Legal and human rights organizations used the day to announce the launch of a new initiative called “We Demand Justice for Our Disappeared.” The effort will include a database to which people can send photos and data of missing persons–information that will be compiled and presented collectively to the Attorney General’s Office to demand a response.

In addition to justice for past victims of forced disappearances, a central demand of their families has long been “measures to guarantee non-repetition.” The active violation of this demand under the Bukele administration has made victims and advocates renew it with alarm:

“In the first five months of 2022 alone, 577 people are known to have disappeared. And beyond those are many times more people currently incarcerated under the State of Exception without due process and without any information as to their whereabouts … The uncertainty generated by this practice is not limited to the close relatives of the disappeared person, but also affects his or her community and society as a whole, precisely because it is a strategy designed to instill silence and terror. “ Working Group for Missing Persons in El Salvador

These echoes of the civil war era resound loudly for a population that is still traumatized by that war and that is still seeking truth and justice for victims. “For us, this reminds us of the past,” said “Mother Vicky” of CO-MADRES. And even as the Bukele administration touts a drop in homicide rates (which itself has been cast into doubt given the manipulation of data, altered definitions of “homicide,” and restrictions to public information), disappearances continue to rise. In the last years, El Salvador has seen the discovery of numerous mass, clandestine graves. And preceding the 577 cases mentioned above, between January and October 2021, more than 1,500 cases of missing persons were reported. 

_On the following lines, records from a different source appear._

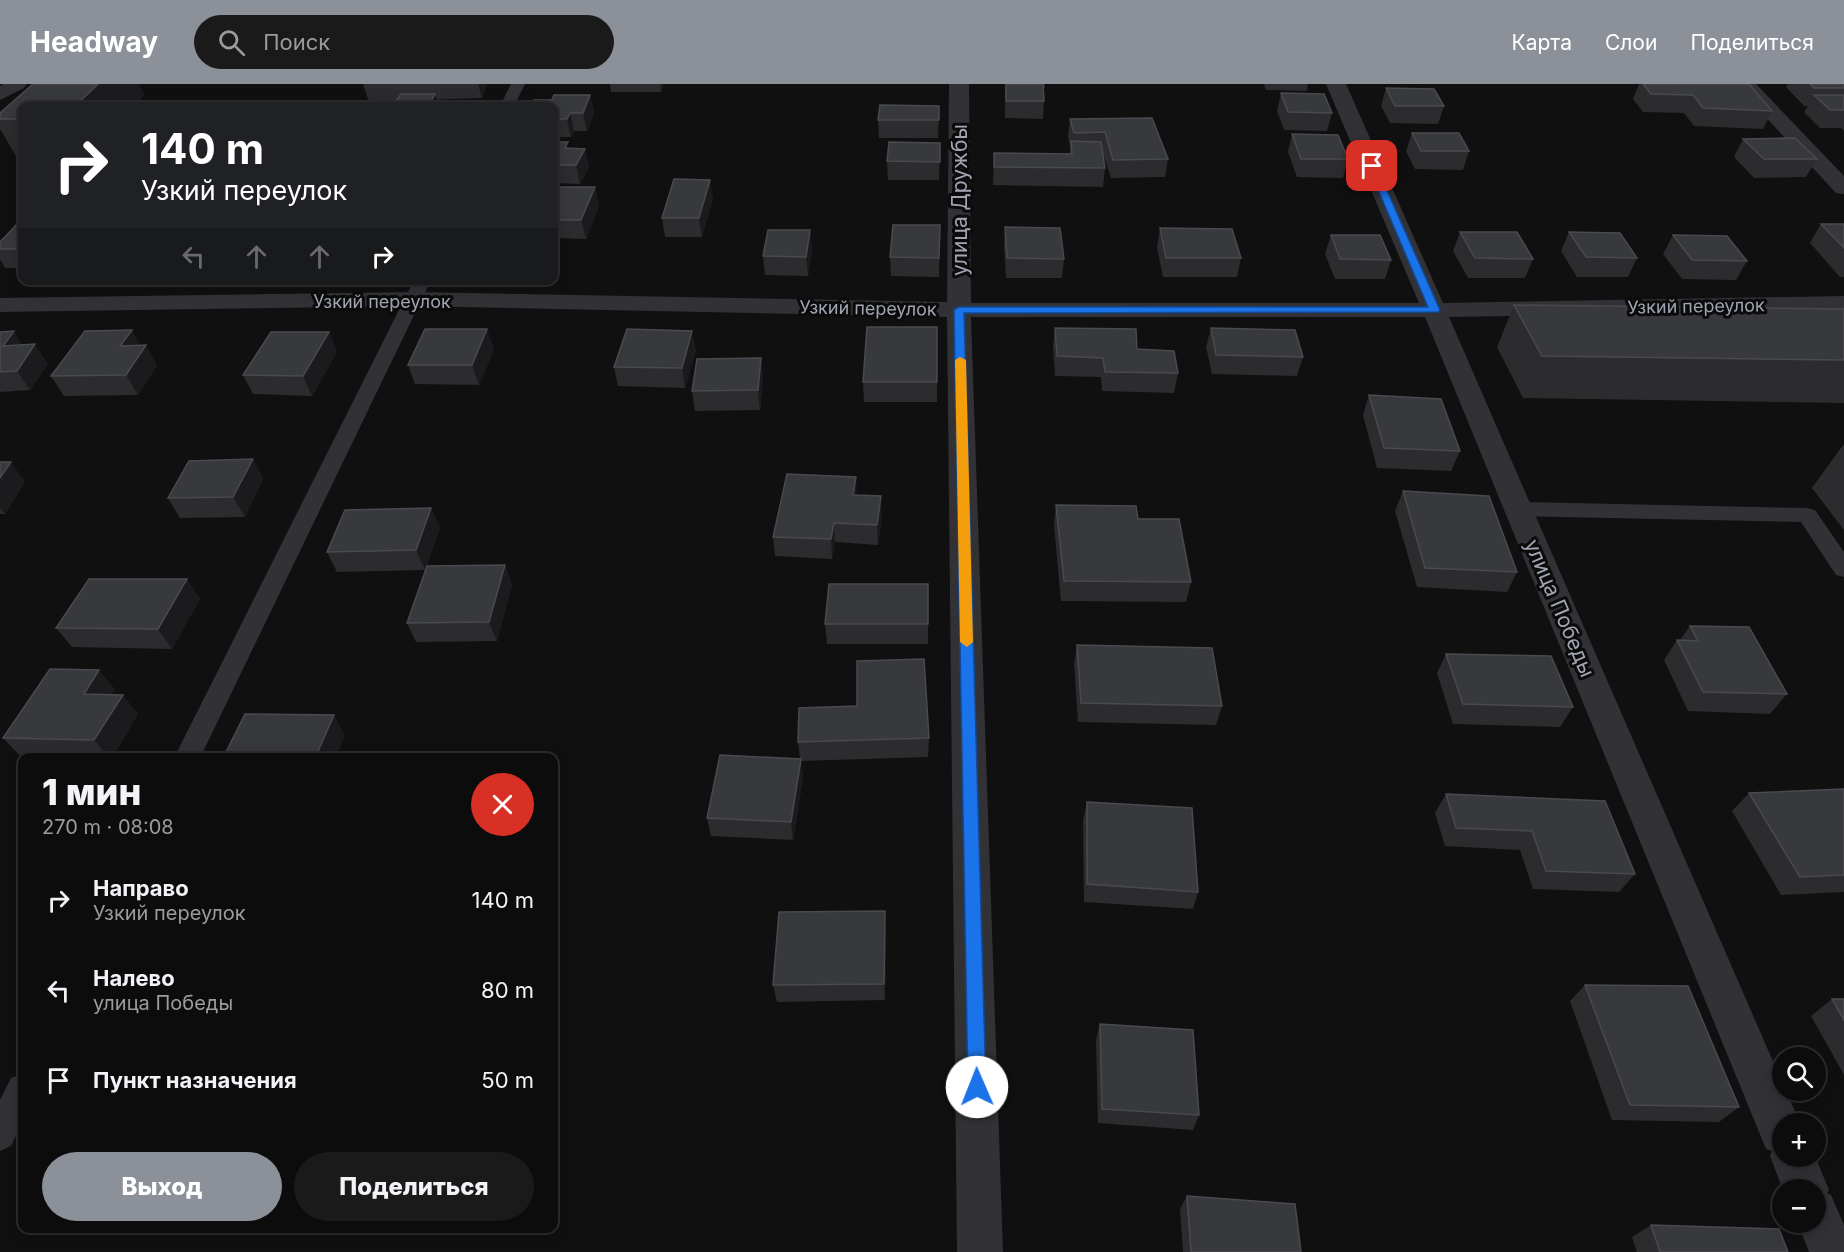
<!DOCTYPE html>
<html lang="ru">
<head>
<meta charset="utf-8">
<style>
  :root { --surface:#0c0c0d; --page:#1a1a1b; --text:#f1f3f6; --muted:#9a9b9d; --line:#2c2c2e; --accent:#8c9099 }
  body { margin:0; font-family:Inter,sans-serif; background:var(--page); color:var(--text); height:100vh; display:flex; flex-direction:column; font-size:22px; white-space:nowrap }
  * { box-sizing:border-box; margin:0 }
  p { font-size:20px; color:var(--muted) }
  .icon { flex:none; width:33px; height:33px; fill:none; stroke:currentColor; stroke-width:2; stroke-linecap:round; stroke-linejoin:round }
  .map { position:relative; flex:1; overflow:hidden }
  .panel { position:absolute; left:18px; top:669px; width:540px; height:480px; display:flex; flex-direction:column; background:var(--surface); border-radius:12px; box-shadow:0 3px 15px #0003,0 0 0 2px var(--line) }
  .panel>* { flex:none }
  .guide { position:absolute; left:18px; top:18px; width:540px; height:183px; border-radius:12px; box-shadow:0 3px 15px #0003,0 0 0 2px var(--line); background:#202124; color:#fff; overflow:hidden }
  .buttons { position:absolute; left:1772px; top:963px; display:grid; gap:12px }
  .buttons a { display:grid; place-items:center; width:54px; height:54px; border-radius:50%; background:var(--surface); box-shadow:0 3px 15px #0003,0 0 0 2px var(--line); font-size:30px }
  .pin { position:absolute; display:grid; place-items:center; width:51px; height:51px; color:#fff; margin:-26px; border-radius:12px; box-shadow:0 3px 9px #0006 }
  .me { position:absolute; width:66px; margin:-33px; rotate:359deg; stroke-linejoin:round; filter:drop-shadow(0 0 4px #0008) }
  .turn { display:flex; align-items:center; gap:21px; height:126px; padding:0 24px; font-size:27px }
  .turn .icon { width:78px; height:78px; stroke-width:2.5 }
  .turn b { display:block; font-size:42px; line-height:51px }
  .lanes { display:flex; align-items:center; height:57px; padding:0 24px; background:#0003; justify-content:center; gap:30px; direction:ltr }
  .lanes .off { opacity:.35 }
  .round { display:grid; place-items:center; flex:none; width:63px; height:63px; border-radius:32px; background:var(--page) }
  .overview { display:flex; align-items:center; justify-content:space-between; height:102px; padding:0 24px }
  h1 { font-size:36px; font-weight:800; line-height:45px }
  .action { display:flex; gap:12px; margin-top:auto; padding:12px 24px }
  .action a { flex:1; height:69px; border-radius:36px; background:var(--accent); color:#fff; font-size:24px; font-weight:800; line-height:69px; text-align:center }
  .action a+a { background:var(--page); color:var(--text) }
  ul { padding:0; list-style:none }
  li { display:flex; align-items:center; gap:18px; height:90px; padding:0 24px }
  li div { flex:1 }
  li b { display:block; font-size:22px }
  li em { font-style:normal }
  header { display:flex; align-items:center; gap:36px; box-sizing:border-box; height:84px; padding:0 30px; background:var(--accent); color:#fff }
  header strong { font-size:28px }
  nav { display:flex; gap:33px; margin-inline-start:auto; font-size:21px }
  .search { width:420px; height:54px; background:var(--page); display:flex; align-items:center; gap:15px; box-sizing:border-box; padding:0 21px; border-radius:33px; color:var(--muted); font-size:22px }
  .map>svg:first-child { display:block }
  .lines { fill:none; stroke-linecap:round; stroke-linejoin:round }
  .service { fill:#313136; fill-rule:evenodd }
  .minor { fill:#313136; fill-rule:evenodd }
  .tertiary { fill:#313136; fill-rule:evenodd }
  .wall { fill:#2c2c2f }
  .shaded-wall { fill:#1b1b1d }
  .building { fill:#38393d; stroke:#494a4f; stroke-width:1.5 }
  .route { fill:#1a73e8; stroke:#114b97; stroke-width:1.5 }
  .slow { fill:#f59e0b }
  .labels { text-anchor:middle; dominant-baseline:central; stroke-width:6; stroke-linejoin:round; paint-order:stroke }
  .far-street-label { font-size:18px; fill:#a1a5b2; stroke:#0b0b0c }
  .street-label { font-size:21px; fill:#a1a5b2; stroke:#0b0b0c }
</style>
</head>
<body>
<header>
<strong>Headway</strong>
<div class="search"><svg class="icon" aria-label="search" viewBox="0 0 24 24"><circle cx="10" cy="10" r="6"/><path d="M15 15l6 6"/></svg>Поиск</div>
<nav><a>Карта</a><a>Слои</a><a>Поделиться</a></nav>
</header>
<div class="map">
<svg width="1844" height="1168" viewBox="0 0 1844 1168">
  <rect width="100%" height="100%" fill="#101011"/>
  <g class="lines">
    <path class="service" d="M511 0H525L514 22H500Z
      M414 196H431L200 674H174Z
      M1518 418 1807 424 1815 426 1844 468V493L1836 491 1801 438 1518 432 1510 430 1507 425 1510 420Z
      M22 990V1039L11 1062 0 1067V1016L11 994Z"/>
    <path class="minor" d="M949 0H969L971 219H1419L1326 0H1346L1443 219 1844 212V226L1449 233 1782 998V1006H1786L1800 1040H1782V1072H1815L1829 1106 1827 1109 1831 1111 1844 1141V1168H1809L1797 1138H1815V1106H1783L1770 1072 1772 1067 1766 1065 1425 233H971L1003 1168H957L947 233 414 222 0 228V214L414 208 947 218Z
      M1735 0H1756L1844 92V110L1836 109Z"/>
    <path class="tertiary" d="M3 0H27L24 4 0 16V2Z"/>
  </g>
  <path class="wall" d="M33 0H138L144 11 133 22H22V74H17L0 45V29Z
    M363 0H487L482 14 369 18Z
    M610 0H664L661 8H611Z
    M1005 0H1045V4H1043L1044 17 1043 35 1005 34Z
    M1264 0H1308L1307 7 1266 6Z
    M1639 0H1749L1772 27 1763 45 1694 42 1684 29 1643 28 1633 15Z
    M1788 0H1844V47L1841 44H1820L1804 28 1808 22H1804L1786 3Z
    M1386 4 1444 22 1438 40 1390 39 1381 22Z
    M1281 9 1332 29 1327 47 1284 46 1277 27Z
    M590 11 594 29 587 47H574L571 53H554V22L552 16Z
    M939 22 938 54H879L878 36Z
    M1152 34 1168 75 1165 93 1111 94 1102 66 1105 84 1103 103 993 101 994 69 1070 70V62L1068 53 1070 35Z
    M1412 49 1469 67 1463 86 1415 85 1406 67Z
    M1292 50 1348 75 1343 94 1297 93 1288 68Z
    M1743 55 1817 75 1806 93 1754 94 1734 73Z
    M554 58 569 64 585 65 589 83 580 100 554 99Z
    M940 59 939 96H888L887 77Z
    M554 103H595L599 122 586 155 554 154Z
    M713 114 702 153H665L662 134Z
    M22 137V184H5L0 175V158Z
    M1821 140H1844V193H1840L1810 159Z
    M940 141 939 193 891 192 890 173Z
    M1005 143 1064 175 1062 194H1006L1004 162Z
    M1160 144 1241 174 1237 193H1163L1157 163Z
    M810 146 812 165 808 192 765 191 763 172Z
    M1460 148 1533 175 1525 194H1468L1453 167Z
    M1569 148 1637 174 1628 193H1577L1561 167Z
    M1331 151 1391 176 1385 195H1335L1325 170Z
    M1673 151 1747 177 1736 196 1682 195 1663 170Z
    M1514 221 1844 225V319L1523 314 1497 263Z
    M937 243V318H864L863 298Z
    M1055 244 1137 265 1178 289 1174 309 1102 307 1101 293 1055 292 1053 263Z
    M1211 244 1303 273 1297 292 1212 290 1206 263Z
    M132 246 140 262 157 281 138 311 64 312 51 292Z
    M0 248 48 280 30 306 0 308Z
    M329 248 337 268 312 312 253 310 243 291Z
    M494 265 479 301 415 300 408 281Z
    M696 266 685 304 618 302 614 283Z
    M761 274 763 294 760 326 695 327 692 307Z
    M1369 311 1460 367 1451 387 1377 384 1363 331Z
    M1843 361H1844V446L1812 404Z
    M253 375 263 395 245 433 180 434 168 414Z
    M0 378 25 398 5 430H0Z
    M1403 407 1517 488 1507 508 1417 503 1395 427Z
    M857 411 882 432 878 461 835 458 832 475 775 472 773 453Z
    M1056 421 1138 435 1191 498 1186 518 1061 517 1054 441Z
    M431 424 440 444 425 486 337 488 327 468Z
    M505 481 512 501 497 557 416 558 407 539Z
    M187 495 200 515 172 565 72 563 56 544Z
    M928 500V560H827L825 540Z
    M1690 542 1787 610 1770 630 1688 627 1664 576 1677 556H1680Z
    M1077 561 1222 622 1216 641 1078 638 1074 580Z
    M1446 570 1573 623 1560 643 1453 640 1437 589Z
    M115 605 112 610 138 630 112 674 21 673 3 654Z
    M929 654 928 673 801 677 803 693 793 756 711 752 707 734 800 674 798 658Z
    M1844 705V808L1781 811 1732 727 1749 709Z
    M1446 710 1635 790 1619 808 1533 805 1520 766 1445 762 1435 729Z
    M1087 718 1198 808 1193 825 1084 818 1083 736Z
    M886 845 885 916 777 918 773 901Z
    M1585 901 1739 1023 1719 1038 1612 1036 1570 917Z
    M1832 915H1844V991L1811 932Z
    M1100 940 1199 1031 1193 1046 1098 1039 1096 956Z
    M1187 1112 1301 1168H1183L1180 1125Z
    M1651 1141 1788 1168H1637L1632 1153Z"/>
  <path class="shaded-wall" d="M98 0H138L144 11 133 22H75Z
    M478 0H487L482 14Z
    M660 0H664L661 8Z
    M435 10 439 22 431 17Z
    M590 11 594 29 587 47 583 29Z
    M570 29 574 47 571 53 567 35Z
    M585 65 589 83 580 100 576 81Z
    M710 96 713 114 702 153 699 134Z
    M595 103 599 122 586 155 581 136Z
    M810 146 812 165 808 192 806 173Z
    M487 245 494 265 479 301 472 281Z
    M132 246 143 266 120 262Z
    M14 247 26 267 3 262Z
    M692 247 696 266 685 304 682 284Z
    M329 248 337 268 312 312 303 292Z
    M35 260 48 280 30 306 17 287Z
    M146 261 157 281 138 311 126 291Z
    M761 274 763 294 760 326 758 306Z
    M253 375 263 395 245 433 233 413Z
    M11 378 25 398 5 430 0 424V394Z
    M856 393 857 413 853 411Z
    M881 412 882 432 878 461 877 441Z
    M431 424 440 444 425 486 416 466Z
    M834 439 835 458 832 475 831 455Z
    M505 481 512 501 497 557 489 538Z
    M187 495 200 515 172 565 158 545Z
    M99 586 115 605 100 629 84 610Z
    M123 611 138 630 112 674H109L94 656Z
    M334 631 345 651 336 674H315Z
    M801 675 803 693 793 756 791 738Z
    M885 827 886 845 885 916 884 900Z"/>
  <path class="building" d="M33 0H98L75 22H22V35H0V29Z
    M1006 0H1043L1044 17H1006Z
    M1643 0H1749L1772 27 1703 24 1693 11 1651 10Z
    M1810 0H1844V4H1814Z
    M1386 4 1434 5 1444 22H1395Z
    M1281 9 1324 10 1332 29 1288 28Z
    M401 10H435L431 17H461L458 22H393Z
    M554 11H590L583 29H570L567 35H554V22H532L534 16H552Z
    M1814 11H1844V26H1830Z
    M880 21 939 22V36H878Z
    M1152 34 1168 75 1113 76 1105 48 1074 49 1070 35Z
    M1412 49H1459L1469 67H1421Z
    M1292 50 1338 51 1348 75H1301Z
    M1795 54 1817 75H1764L1743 55Z
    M1071 57 1101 58 1105 84 994 83V69L1072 70Z
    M554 58H568L565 64 585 65 576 81H554Z
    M889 58 940 59V78L887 77Z
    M674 95 710 96 699 134H662Z
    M554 103H595L581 136H554Z
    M20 137H22V165H0V158Z
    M1821 140H1844V164Z
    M893 141H940L939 174 890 173Z
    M1005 143 1060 144 1064 175 1007 174Z
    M1160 144 1232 145 1241 174H1166Z
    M768 146H810L806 173 763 172Z
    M1460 148H1517L1533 175 1475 174Z
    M1569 148 1620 149 1637 174 1586 173Z
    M1331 151H1380L1391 176 1340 175Z
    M1673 151 1727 152 1747 177 1692 176Z
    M1514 221 1844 225V276L1542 272Z
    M867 243H937V298H863Z
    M1055 244 1136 245 1137 265 1174 267 1178 289 1105 288 1103 274 1057 272Z
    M1211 244 1295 246 1303 273 1216 271Z
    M425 245H487L472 281H408Z
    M627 245 692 247 682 284 614 283Z
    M132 246 120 262 146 261 126 291 51 292 85 247Z
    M14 247 3 262 35 260 17 287 0 288V248Z
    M271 248H329L303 292 243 291Z
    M761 274 758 306 692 307 697 275Z
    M1369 311 1441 315 1460 367 1384 364Z
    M253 375 233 413 168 414 189 377Z
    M0 378H11L0 394Z
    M787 390 856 393 853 411 881 412 877 441 834 439 831 455 773 453Z
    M1403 407 1489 412 1517 488 1425 484Z
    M1056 421 1136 422 1138 435H1179L1191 498 1064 497Z
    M431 424 416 466 327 468 345 426Z
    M505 481 489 538 407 539 427 482Z
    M89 495H187L158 545 56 544Z
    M829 500H928V540H825Z
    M1690 542 1749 543 1787 610 1703 608 1677 556 1698 557Z
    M1077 561 1212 564 1222 622 1081 619Z
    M1446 570 1551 572 1573 623 1463 620Z
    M924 575 929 654 798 658 799 624 857 622V577Z
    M50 585 99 586 84 610 123 611 94 656 3 654Z
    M245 630 334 631 315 674H223Z
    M720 671 801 675 791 738 707 734Z
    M1844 705V791L1800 793 1749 709Z
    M1446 710 1605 717 1635 790 1546 787 1532 747 1456 744Z
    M1087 718 1192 724 1198 808 1087 800Z
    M885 827 884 900 773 901 779 828Z
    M1585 901 1688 902 1739 1023 1630 1021Z
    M1832 915H1844V936Z
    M1100 940 1193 946 1199 1031 1102 1025Z
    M1187 1112 1295 1120 1301 1168H1191Z
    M1651 1141 1779 1145 1788 1168H1660Z"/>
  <path class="route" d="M1369 80 1376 82 1440 226 1438 228 964 229 986 1003 983 1009 977 1012 970 1009 968 1003 954 226 959 223H1428L1368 82Z"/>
  <path class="slow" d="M960 273 966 276 973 558 967 563 960 558 955 276Z"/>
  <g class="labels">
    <g class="far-street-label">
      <text x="382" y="217">Узкий переулок</text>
      <text transform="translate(1696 222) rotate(-1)">Узкий переулок</text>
      <text transform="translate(868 224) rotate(1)">Узкий переулок</text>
    </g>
    <g class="street-label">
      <text transform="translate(959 116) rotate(-90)">улица Дружбы</text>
      <text transform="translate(1560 524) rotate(67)">улица Победы</text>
    </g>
  </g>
</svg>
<div class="buttons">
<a><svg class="icon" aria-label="search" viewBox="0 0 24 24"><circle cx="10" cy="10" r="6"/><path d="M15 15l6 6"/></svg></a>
<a>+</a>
<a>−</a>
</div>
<div class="pin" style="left:1372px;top:82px;background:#d93025"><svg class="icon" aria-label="arrive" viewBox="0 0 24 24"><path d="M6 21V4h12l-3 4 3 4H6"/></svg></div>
<svg class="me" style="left:977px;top:1003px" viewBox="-20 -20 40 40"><circle r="19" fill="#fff"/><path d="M0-13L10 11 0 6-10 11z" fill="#1a73e8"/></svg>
<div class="guide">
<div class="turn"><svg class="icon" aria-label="right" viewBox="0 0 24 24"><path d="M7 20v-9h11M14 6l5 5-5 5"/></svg><div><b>140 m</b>Узкий переулок</div></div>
<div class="lanes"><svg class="icon off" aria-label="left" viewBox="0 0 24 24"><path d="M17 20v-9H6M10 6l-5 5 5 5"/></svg><svg class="icon off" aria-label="ahead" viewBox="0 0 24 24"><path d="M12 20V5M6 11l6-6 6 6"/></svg><svg class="icon off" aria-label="ahead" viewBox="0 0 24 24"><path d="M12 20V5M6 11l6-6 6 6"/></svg><svg class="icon" aria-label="right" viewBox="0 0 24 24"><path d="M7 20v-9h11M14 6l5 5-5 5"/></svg></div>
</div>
<section class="panel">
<div class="overview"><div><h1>1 мин</h1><p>270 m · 08:08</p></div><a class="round" style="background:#d93025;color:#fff"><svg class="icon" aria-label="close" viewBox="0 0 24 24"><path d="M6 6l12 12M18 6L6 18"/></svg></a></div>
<ul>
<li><svg class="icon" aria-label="right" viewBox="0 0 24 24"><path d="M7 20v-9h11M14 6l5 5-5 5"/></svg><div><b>Направо</b><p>Узкий переулок</p></div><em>140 m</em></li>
<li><svg class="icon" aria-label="left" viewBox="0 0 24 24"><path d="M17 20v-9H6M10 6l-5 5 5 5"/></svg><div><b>Налево</b><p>улица Победы</p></div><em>80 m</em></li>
<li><svg class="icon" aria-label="arrive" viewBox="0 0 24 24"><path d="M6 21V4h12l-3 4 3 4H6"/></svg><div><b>Пункт назначения</b></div><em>50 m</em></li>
</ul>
<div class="action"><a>Выход</a><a>Поделиться</a></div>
</section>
</div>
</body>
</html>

Despite the atmosphere of “intimidation, persecution, and fear of reprisals” that this reality creates, families and organizations continue the struggle:

As victims of the armed conflict, sons and daughters of people murdered, survivors of torture, massacres. . . innocent victims, civilians of all ages, children, old men and women, unarmed men, some living outside our Salvadoran homeland, we resolutely accept the challenge of carrying our struggle until we fulfill our objectives,” the Committee of Ex-Political Prisoners of El Salvador (COPPES) said in a statement.